## Data supplied
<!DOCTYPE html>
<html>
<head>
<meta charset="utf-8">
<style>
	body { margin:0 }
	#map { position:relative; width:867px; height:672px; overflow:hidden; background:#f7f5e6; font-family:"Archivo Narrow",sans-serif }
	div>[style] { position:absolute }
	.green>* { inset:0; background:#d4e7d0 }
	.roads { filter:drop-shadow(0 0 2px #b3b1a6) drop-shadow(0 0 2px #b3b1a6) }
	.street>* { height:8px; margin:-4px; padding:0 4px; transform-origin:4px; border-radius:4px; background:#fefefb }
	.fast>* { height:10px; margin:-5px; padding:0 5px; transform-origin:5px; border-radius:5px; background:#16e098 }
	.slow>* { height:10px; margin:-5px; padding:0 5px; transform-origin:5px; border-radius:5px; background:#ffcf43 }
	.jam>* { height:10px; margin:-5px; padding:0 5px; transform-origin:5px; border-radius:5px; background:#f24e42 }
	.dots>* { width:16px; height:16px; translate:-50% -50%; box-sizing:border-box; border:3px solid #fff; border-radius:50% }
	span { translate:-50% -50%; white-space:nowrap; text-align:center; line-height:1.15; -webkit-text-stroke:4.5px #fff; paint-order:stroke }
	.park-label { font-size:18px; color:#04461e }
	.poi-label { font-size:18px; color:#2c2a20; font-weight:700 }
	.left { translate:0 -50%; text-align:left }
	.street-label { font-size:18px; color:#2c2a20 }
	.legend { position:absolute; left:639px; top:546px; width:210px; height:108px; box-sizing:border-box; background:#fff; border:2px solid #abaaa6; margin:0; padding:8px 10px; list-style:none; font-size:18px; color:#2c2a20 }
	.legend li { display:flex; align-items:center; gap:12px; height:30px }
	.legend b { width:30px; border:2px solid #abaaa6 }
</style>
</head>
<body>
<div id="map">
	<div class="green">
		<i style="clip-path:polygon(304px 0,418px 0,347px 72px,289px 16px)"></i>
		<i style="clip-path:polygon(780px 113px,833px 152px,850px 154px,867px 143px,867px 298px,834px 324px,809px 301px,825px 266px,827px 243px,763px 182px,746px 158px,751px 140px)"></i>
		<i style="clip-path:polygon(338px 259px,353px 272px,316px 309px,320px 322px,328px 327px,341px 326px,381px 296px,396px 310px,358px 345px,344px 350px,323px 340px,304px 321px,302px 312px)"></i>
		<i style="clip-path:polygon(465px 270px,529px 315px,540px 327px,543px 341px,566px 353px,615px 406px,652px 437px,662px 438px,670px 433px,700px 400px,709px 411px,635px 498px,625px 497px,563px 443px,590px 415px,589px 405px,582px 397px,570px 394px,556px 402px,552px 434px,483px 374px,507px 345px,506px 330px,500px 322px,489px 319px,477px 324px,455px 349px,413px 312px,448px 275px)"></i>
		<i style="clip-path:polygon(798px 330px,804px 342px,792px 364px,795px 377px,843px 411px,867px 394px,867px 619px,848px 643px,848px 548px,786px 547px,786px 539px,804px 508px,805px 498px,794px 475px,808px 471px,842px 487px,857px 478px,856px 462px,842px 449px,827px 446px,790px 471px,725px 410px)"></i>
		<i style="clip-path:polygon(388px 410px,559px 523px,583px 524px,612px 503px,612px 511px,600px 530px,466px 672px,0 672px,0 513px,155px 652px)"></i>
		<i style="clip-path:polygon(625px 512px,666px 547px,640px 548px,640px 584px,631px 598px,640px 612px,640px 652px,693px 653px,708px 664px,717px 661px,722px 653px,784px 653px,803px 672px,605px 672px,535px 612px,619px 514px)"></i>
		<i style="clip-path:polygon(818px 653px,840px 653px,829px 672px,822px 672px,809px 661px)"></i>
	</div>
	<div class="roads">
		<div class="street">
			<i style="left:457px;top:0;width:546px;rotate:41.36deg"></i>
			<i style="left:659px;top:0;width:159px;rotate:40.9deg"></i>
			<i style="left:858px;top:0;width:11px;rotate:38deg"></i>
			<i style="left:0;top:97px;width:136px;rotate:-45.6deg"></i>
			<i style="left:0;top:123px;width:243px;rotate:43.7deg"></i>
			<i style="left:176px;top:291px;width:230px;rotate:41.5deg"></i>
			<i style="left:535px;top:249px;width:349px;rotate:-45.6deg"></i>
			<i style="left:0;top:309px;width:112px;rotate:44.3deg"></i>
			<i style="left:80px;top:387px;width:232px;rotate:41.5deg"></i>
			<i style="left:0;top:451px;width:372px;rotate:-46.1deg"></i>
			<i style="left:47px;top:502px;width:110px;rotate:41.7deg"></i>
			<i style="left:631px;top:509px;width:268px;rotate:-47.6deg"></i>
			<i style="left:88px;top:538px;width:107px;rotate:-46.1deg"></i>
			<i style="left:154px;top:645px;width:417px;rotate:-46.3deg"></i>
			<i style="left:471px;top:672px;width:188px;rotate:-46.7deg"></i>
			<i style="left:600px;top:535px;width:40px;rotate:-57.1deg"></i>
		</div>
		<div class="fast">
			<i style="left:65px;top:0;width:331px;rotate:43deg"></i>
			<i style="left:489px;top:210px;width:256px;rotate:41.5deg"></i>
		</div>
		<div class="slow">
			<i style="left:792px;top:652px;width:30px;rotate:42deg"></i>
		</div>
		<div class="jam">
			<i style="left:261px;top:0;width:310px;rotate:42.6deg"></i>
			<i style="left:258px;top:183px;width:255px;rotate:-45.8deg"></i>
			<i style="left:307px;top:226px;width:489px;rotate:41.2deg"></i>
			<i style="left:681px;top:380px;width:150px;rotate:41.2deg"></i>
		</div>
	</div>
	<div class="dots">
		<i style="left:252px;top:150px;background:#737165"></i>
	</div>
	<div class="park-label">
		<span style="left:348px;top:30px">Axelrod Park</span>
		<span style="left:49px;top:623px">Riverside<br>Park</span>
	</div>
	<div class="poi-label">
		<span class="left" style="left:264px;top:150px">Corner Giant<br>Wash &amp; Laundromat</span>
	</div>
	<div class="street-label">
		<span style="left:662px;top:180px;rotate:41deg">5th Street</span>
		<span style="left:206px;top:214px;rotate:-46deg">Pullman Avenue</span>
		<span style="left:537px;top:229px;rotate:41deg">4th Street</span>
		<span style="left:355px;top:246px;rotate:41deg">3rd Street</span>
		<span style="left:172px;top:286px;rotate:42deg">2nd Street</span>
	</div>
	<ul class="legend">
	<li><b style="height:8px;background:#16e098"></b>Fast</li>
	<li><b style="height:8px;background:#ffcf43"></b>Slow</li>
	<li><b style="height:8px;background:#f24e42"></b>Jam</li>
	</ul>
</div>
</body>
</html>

## Work to be completed
Which lines in the listing have the string "center"? Pick them out and copy them.

## Answer
	span { translate:-50% -50%; white-space:nowrap; text-align:center; line-height:1.15; -webkit-text-stroke:4.5px #fff; paint-order:stroke }
	.legend li { display:flex; align-items:center; gap:12px; height:30px }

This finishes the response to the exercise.